A COCO-Formatted Instance-Level Dataset for Plasmodium Falciparum Detection in Giemsa-Stained Blood Smears

TL;DR

This work presents an enhanced Plasmodium falciparum dataset by converting point-based NIH malaria annotations into dense COCO-format bounding boxes via Cellpose-based segmentation and targeted manual refinement. A Faster R-CNN model trained on the revised annotations detects infected and non-infected red blood cells and white blood cells, achieving up to an F1 score of 0.88 for infected cells in cross-dataset evaluation. The study demonstrates that annotation volume and consistency improve detection performance, and that automated refinement plus manual curation can produce high-quality training data suitable for automated malaria diagnosis. The updated dataset, along with code and annotations, is publicly available to accelerate development of object-detection-based malaria diagnostics, particularly in low-resource settings.

Abstract

Accurate detection of Plasmodium falciparum in Giemsa-stained blood smears is an essential component of reliable malaria diagnosis, especially in developing countries.

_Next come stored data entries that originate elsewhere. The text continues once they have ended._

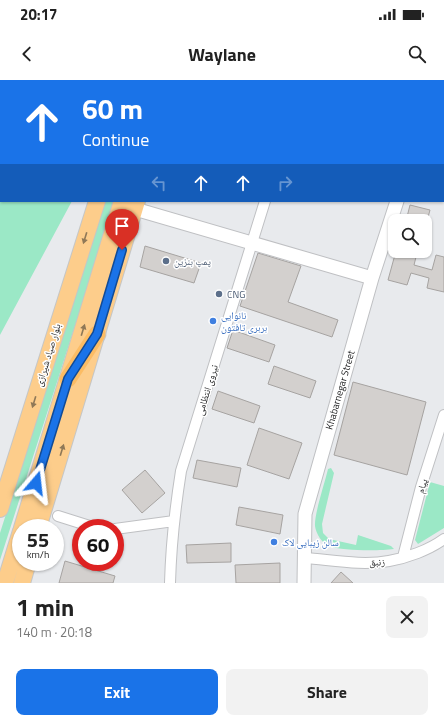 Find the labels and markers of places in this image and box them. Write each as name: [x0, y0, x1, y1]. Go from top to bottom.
pin: [105, 209, 139, 250]
place label: پمپ بنزین: [174, 254, 211, 269]
marker: پمپ بنزین: [161, 256, 171, 266]
place label: CNG: [227, 287, 245, 302]
marker: CNG: [214, 289, 224, 299]
place label: نانوایی بربری تافتون: [221, 308, 268, 335]
marker: نانوایی بربری تافتون: [208, 316, 218, 326]
place label: سالن زیبایی لاک: [282, 535, 339, 550]
marker: سالن زیبایی لاک: [269, 537, 279, 547]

Deep learning-based object detection methods have demonstrated strong potential for automated Malaria diagnosis, but their adoption is limited by the scarcity of datasets with detailed instance-level annotations. In this work, we present an enhanced version of the publicly available NIH malaria dataset, with detailed bounding box annotations in COCO format to support object detection training. We validated the revised annotations by training a Faster R-CNN model to detect infected and non-infected red blood cells, as well as white blood cells. Cross-validation on the original dataset yielded F1 scores of up to 0.88 for infected cell detection. These results underscore the importance of annotation volume and consistency, and demonstrate that automated annotation refinement combined with targeted manual correction can produce training data of sufficient quality for robust detection performance. The updated annotations set is publicly available via Zenodo: https://doi.org/10.5281/zenodo.17514694

Figures (4)

• Figure 1: Different annotation types provided by the nih dataset. (a): contour annotations, (b): point-only annotations, (c) bounding box annotations created with Cellpose pachitariu2022cellpose. Blue: non-infected red blood cells, pink: infected cells, green: white blood cells, orange: ambiguous cells.
• Figure 2: During label cleaning, non-annotated cells at the border of the field of view were labeled as ambiguous (orange). Blue: non-infected red blood cells, pink: infected cells, green: white blood cells.
• Figure 3: Confusion matrices for Faster R-CNN predictions on the NIH subsets. Each matrix shows row-normalized percentages along with absolute cell counts. The last row indicates fp, i. e., cell instances detected by the model but not annotated in the dataset. The last column indicates fn, i. e., annotated cell instances that were not detected by the model.
• Figure 4: Representative samples from NIH subsets with white arrows indicating non-annotated cells at the border of field of view: (a) sample from the polygon subset with detailed contour annotations, (b) sample from the point subset with spot annotations in the cell center.